Pese a las palabras de Ada Colau al respecto, tan vacías como las que se refieren a otros temas, el peatón es en Barcelona el último mono. Los comunes han decidido hundir la industria del automóvil y potenciar la movilidad alternativa de bicicletas y patinetes, pero ese peatón al que tanto aseguran querer y respetar se la sopla de manera notable. Yo diría, incluso, que su manía de caminar se les antoja un pelín reaccionaria, dado que, para ellos, el desplazamiento genuinamente progresista debe hacerse en bicicleta, patinete o skateboard. A este paso, el peatón acabará siendo en esta ciudad un elemento tan sospechoso como lo es en Los Ángeles, donde la policía -¡doy fe!- puede abordarte si paseas por zonas en las que nadie lo hace, pues hay algo sospechoso en tu actitud que puede insinuar que algo turbio tramas caminando por donde todo el mundo se desplaza en un vehículo de ruedas.
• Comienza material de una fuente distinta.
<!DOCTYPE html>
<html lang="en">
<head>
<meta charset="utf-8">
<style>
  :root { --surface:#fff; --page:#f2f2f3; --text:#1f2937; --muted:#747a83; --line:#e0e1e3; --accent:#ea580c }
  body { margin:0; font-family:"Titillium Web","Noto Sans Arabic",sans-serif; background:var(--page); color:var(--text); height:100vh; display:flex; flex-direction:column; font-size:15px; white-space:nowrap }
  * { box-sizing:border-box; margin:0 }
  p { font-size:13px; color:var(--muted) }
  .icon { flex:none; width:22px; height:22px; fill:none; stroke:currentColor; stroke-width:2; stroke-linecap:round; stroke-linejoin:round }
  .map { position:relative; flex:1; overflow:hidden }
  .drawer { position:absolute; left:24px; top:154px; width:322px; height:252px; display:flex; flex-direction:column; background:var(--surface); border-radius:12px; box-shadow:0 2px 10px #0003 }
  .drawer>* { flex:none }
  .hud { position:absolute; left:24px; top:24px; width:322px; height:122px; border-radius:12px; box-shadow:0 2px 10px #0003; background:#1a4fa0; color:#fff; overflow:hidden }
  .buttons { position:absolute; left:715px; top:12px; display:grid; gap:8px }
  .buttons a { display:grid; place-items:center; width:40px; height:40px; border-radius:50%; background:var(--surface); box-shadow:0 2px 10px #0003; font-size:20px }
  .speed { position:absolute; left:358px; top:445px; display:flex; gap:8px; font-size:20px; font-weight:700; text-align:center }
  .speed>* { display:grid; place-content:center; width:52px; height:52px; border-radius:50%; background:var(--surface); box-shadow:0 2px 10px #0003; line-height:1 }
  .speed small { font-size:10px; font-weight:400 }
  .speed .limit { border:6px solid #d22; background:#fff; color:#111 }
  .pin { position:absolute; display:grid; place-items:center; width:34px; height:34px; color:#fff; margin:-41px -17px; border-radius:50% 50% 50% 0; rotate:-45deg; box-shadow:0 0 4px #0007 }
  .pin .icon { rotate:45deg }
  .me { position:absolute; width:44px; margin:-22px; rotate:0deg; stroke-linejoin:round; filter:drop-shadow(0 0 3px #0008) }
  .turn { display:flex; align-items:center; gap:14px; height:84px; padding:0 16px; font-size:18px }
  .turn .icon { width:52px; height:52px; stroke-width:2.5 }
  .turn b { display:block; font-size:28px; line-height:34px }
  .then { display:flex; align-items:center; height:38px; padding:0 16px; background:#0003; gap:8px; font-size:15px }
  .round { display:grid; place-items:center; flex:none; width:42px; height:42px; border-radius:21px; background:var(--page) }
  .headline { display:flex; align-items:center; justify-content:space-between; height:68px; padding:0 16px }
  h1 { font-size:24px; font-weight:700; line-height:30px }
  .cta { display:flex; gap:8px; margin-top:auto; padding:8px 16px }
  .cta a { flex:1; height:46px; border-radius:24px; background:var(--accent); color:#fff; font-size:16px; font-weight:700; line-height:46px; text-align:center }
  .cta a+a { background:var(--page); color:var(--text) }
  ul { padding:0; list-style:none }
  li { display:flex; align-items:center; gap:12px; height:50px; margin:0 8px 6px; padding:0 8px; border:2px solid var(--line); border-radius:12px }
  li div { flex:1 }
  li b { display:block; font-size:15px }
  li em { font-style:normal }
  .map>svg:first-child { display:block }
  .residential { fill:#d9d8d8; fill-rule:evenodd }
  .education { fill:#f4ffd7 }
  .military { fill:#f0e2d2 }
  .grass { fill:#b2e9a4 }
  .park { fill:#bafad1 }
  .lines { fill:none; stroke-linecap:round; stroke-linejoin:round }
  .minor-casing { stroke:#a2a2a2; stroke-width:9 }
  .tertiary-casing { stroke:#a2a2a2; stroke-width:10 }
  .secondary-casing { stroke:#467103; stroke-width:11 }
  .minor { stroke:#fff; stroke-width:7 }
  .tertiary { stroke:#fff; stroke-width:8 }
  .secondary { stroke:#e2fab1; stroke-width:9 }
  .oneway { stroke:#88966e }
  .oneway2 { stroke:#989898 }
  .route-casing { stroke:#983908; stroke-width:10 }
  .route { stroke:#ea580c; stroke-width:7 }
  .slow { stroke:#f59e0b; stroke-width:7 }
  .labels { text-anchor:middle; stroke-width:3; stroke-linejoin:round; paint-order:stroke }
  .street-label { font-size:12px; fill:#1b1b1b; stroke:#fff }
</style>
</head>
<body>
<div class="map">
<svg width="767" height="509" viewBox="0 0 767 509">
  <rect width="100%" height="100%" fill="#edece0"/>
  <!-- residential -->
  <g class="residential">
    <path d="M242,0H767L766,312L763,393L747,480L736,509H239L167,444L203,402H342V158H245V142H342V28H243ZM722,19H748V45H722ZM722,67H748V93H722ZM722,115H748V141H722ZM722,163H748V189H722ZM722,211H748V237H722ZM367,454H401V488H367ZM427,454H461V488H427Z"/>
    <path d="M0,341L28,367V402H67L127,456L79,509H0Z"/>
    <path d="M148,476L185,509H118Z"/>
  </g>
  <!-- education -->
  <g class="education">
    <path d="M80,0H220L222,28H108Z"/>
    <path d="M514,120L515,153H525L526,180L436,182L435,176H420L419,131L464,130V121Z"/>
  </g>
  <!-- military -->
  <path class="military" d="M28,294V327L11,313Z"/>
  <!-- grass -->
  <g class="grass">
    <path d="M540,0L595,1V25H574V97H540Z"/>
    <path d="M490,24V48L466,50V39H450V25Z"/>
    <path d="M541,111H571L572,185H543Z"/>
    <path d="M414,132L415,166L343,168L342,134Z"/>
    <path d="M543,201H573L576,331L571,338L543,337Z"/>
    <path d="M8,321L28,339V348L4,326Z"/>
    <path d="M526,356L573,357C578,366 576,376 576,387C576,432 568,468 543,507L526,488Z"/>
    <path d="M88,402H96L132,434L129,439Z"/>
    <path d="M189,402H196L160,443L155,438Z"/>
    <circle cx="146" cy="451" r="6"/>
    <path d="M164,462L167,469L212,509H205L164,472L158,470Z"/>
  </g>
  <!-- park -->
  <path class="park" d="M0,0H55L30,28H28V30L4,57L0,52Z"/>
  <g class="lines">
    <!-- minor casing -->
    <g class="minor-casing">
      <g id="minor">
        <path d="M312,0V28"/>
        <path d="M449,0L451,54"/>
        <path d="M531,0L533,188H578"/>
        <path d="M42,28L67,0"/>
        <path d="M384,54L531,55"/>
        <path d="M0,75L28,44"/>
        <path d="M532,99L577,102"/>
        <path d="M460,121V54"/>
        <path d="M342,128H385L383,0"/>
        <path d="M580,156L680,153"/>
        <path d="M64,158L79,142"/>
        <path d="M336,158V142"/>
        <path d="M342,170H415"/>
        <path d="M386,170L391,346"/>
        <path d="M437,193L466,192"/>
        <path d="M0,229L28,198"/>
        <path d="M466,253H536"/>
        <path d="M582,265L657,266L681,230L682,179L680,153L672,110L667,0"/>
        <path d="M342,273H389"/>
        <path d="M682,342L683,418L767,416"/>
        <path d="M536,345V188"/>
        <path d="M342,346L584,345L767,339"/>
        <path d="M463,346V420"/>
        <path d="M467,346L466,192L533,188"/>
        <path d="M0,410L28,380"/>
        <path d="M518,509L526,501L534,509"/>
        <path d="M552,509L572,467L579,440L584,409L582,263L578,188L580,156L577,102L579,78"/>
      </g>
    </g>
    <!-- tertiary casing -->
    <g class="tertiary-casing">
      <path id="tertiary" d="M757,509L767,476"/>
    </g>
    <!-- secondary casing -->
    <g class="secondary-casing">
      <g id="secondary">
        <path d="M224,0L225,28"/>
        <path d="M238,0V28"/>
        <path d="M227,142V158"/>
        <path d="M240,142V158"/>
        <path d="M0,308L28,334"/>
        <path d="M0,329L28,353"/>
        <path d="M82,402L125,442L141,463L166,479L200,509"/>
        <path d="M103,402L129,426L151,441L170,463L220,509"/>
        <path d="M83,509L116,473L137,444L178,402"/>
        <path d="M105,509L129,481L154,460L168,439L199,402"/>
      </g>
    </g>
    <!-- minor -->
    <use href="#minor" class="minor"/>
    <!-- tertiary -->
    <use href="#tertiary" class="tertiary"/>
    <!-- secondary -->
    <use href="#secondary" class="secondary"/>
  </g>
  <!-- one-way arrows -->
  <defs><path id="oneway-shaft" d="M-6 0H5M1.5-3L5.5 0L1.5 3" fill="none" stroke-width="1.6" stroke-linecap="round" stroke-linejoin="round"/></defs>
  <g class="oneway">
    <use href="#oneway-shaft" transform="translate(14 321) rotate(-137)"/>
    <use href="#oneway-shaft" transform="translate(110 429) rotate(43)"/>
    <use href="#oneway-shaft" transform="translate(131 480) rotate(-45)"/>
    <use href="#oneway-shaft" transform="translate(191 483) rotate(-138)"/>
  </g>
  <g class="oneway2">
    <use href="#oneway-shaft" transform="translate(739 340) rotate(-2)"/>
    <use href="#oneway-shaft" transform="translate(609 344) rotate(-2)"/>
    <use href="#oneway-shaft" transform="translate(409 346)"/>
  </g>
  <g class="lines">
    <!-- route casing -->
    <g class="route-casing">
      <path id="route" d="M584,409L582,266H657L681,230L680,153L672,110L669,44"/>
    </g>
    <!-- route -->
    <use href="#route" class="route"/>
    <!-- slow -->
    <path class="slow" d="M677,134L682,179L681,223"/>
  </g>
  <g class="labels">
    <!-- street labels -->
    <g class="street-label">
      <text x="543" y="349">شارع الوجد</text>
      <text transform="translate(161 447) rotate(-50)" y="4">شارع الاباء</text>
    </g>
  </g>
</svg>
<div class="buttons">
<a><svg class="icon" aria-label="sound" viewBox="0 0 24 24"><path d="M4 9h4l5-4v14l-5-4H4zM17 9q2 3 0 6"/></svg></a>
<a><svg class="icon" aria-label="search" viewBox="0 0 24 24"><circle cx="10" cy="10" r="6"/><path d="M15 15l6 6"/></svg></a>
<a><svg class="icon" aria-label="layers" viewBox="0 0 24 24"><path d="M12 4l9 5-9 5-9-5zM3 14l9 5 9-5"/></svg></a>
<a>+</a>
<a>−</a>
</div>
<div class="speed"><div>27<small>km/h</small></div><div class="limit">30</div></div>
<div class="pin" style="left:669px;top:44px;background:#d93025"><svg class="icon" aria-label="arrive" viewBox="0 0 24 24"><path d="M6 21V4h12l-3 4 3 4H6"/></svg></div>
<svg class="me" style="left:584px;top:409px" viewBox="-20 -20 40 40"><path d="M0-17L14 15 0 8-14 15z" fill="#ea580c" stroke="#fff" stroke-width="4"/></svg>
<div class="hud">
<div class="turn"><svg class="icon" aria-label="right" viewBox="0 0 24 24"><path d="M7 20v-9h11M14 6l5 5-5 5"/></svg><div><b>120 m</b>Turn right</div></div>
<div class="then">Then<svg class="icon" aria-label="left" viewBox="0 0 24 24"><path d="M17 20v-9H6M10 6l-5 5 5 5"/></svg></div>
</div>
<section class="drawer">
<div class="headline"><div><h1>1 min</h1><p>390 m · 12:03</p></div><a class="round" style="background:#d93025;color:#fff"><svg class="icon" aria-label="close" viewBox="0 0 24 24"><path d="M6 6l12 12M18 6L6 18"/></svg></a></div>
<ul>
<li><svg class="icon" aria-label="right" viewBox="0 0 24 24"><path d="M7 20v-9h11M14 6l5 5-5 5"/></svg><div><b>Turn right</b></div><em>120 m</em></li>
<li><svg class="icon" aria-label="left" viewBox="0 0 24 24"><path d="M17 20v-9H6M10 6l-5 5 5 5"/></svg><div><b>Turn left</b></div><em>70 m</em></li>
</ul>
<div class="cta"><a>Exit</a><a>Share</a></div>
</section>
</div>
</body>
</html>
Decía el otro día Toni Clapés que, como peatón vocacional, él no se siente amenazado por coches y motos -si tú no te cruzas en su camino, ellos no se meten en el tuyo-, sino por bicicletas, patinetes y demás engendros sostenibles. A mí me pasa exactamente lo mismo. Soy plenamente consciente de que coches, motos, furgonetas, camiones, autobuses y demás contaminan que da gusto, pero todos ellos circulan por su sitio y yo por el mío. Los vehículos que se cuelan donde no deben son, precisamente, las bicicletas y los patinetes: por muchos kilómetros de carril bici que se dibujen, siempre habrá algún ciclista que, pensando exclusivamente en sí mismo y en su conveniencia, se subirá a la acera y empezará a practicar el slalom con los peatones sin que ningún guardia le llame la atención, pues la figura del ciclista luce un halo de santidad en esta ciudad desde los tiempos en que el alcalde era Pasqual Maragall. Yo, que vivo al lado de la rambla de Cataluña y que a veces disfruto haciéndome el desocupado sentándome en un banco del paseo, veo con frecuencia ciclistas que lo recorren tan tranquilos, chafando algunos con especial saña esa señal que hay en el suelo y que prohíbe la circulación rodada y que se pasan por salva la parte los ciclistas y los miembros de la Guardia Urbana que deberían encargarse de que se respetara.

Si se me permite una comparación algo delirante, coches y motos son para mí como el estado de Israel. Sé que lo que hacen no está bien -ensuciar el aire es tan feo como ocupar territorio palestino sin tasa ni vergüenza-, pero a nivel personal, nada tengo que temer de los automóviles ni de los israelitas: ni los primeros se me suben a la acera por la que camino ni los segundos exportan psicópatas religiosos que pongan en peligro mi apacible existencia de ciudadano occidental. De la misma manera que, como decía el difunto Christopher Hitchens, no todos los árabes son terroristas, pero casi todos los terroristas son árabes, los accidentes en las aceras y paseos de Barcelona -que ya ni se reportan, como si fuese reaccionario hacerlo- son siempre gracias a las bicicletas y los patinetes, que siguen envueltos en ese halo de santidad de la era Maragall que no siempre se corresponde con la realidad: de hecho, abundan en esta ciudad los sociópatas sobre dos ruedas dispuestos a abroncar, y hasta a rematar, a quien acaban de atropellar por no haberse apartado a tiempo. La relación del ciclista medio barcelonés con el berlinés, por poner un ejemplo, es muy similar al del okupa local con el londinense. No sé por qué, pero en Barcelona hay más idiotas arrogantes en posesión de una bici que en otras ciudades de Europa.

Tiene razón Clapés: los peatones no tenemos nada que temer de esos automovilistas a los que el Ayuntamiento pretende hacer la vida imposible, pero Dios nos guarde de los angelicales y sostenibles sujetos de la bici y el patinete: lo raro es que no haya surgido un grupo de defensa del peatón que se dedique a derribarlos a bastonazos, una especie de Desokupa de la movilidad más antigua del mundo y menos respetada en esta ciudad en la que impera el despotismo en absoluto ilustrado empeñado en salvar al ciudadano de sí mismo, en la mejor tradición franquista o pujolista, que vienen a ser la misma. Pero de ese despotismo sin ilustración ya hablaremos la semana que viene.